The question I’m going to answer may have crossed your mind recently:

“How likely is it for the exit poll to predict the wrong candidate?”

Here’s an appropriate snippet from the exit poll release:

Random sample of votes from first 24 hours of voting

The 24 hour thing complicates life because the first 24 hour votes may not be representative of the other voting days.

In a previous draft of this post I went into mind numbing detail explaining how to discern and proportionally apply the difference in voting patterns before and after the 24 hour period. After all of that, I ended on a sentence that pretty much said: “I currently don’t know the change in voting patterns, so I’ll assume it to be 0 for the rest of the post”.

Right, job’s a good’un.

Next up, inputted into our statistical equations, if we were getting really serious we’d want to know the population size from which the sample was taken, that is, how many votes were cast in total in the 24 hour period for each position. However, this theoretically shouldn’t affect the value of the equations if we’re using the right methods. The statistical calculator assumes a multiplication factor of 1.0 and the one I worked out was 0.94, so that’s good enough for me.

Now we enter the part which used to be littered with calculation print-outs, equations and useful numbers, but we don’t need that anymore thanks to the calculator.

The next bit of useful info from the exit poll data is the sample size used, which is 100.

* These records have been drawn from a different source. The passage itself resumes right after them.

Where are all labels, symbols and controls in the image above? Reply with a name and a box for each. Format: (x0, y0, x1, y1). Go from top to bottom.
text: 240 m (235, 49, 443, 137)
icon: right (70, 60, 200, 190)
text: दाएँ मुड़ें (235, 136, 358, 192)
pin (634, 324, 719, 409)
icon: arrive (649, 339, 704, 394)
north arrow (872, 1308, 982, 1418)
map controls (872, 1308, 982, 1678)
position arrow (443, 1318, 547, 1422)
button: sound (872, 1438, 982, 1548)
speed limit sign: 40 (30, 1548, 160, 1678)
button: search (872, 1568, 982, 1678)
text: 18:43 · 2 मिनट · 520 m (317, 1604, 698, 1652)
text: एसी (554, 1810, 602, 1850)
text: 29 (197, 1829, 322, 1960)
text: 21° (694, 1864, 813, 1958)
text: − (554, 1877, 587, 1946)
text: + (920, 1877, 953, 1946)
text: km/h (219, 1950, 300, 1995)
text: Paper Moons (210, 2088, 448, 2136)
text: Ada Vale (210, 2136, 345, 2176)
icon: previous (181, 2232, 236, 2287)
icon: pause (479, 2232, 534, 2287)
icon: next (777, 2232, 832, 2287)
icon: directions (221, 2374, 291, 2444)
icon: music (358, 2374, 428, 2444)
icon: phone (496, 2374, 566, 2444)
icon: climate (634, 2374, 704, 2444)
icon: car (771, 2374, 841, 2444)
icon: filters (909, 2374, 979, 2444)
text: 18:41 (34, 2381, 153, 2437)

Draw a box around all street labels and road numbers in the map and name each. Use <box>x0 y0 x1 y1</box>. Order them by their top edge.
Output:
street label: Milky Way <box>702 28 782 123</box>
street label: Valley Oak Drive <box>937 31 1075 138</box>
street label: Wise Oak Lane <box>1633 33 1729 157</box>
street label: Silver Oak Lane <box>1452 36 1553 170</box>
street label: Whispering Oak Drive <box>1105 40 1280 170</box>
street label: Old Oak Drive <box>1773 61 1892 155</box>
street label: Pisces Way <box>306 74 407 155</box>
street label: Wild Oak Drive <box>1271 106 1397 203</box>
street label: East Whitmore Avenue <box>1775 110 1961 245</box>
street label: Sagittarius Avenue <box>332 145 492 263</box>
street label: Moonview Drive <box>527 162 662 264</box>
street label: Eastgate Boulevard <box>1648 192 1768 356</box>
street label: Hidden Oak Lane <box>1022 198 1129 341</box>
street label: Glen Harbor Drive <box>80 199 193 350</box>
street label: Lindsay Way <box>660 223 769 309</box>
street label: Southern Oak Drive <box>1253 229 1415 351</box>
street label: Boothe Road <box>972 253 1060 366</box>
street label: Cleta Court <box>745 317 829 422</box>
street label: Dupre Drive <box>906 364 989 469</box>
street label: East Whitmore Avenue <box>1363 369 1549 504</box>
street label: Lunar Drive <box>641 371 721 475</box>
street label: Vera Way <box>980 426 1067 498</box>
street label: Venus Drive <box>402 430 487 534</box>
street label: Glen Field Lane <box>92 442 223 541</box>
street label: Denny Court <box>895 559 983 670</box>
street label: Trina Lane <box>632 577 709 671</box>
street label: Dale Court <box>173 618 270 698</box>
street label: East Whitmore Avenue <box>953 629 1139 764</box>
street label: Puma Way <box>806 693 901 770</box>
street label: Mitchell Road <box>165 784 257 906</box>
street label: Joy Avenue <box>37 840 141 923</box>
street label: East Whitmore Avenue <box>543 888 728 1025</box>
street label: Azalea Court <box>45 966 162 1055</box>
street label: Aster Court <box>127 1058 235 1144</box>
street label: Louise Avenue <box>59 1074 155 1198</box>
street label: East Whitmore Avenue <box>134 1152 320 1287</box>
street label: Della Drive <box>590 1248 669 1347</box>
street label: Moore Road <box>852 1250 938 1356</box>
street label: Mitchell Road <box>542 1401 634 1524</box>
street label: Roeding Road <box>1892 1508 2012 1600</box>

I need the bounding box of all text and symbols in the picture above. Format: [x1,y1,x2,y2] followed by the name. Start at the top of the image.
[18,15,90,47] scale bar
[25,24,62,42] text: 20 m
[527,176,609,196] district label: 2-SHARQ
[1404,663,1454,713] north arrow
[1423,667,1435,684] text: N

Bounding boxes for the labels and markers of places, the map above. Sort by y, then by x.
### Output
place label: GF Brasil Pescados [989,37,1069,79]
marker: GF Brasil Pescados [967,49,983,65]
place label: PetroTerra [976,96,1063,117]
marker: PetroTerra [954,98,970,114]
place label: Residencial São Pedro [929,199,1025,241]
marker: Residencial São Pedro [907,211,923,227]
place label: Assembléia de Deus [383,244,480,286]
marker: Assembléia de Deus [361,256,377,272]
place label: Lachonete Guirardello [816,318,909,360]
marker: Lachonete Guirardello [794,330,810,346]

To give a sense of scale, my estimated number of presidential votes on the first day was 1773. In general, the larger the sample size in relation to the total vote count, the more accurate the poll.

*Fun fact #1:*

Given the sample size is fixed at 100 for all positions, and the presidential race is likely to get the most votes, it follows that the presidential exit poll is the least accurate of them all.

The sample size isn’t the whole story, because in STV some votes can get discarded along the way. In this case, we had 40 votes to Hutchings, 34 to Ngwena, and 26 discarded.

Now we have that, we can enter it into the calculator, obtaining a standard deviation of 0.59. The calculator looks this up in the normal distribution for us and returns a value of 55.5 percent. If I’ve interpreted the calculator correctly, this value applies to the range outside the two votes (outside 54% and 46%), so there is 55.5% chance that the value falls outside that range.

If that doesn’t mean anything to you then that’s fine because it doesn’t mean much to me either, so I’ll have a go at rewording it. In doing so, I will have to take the assumption we can apply the same analysis about the 46% mark as the calculator did about the 50% mark. Though this is not strictly true, they’re close enough for that to work.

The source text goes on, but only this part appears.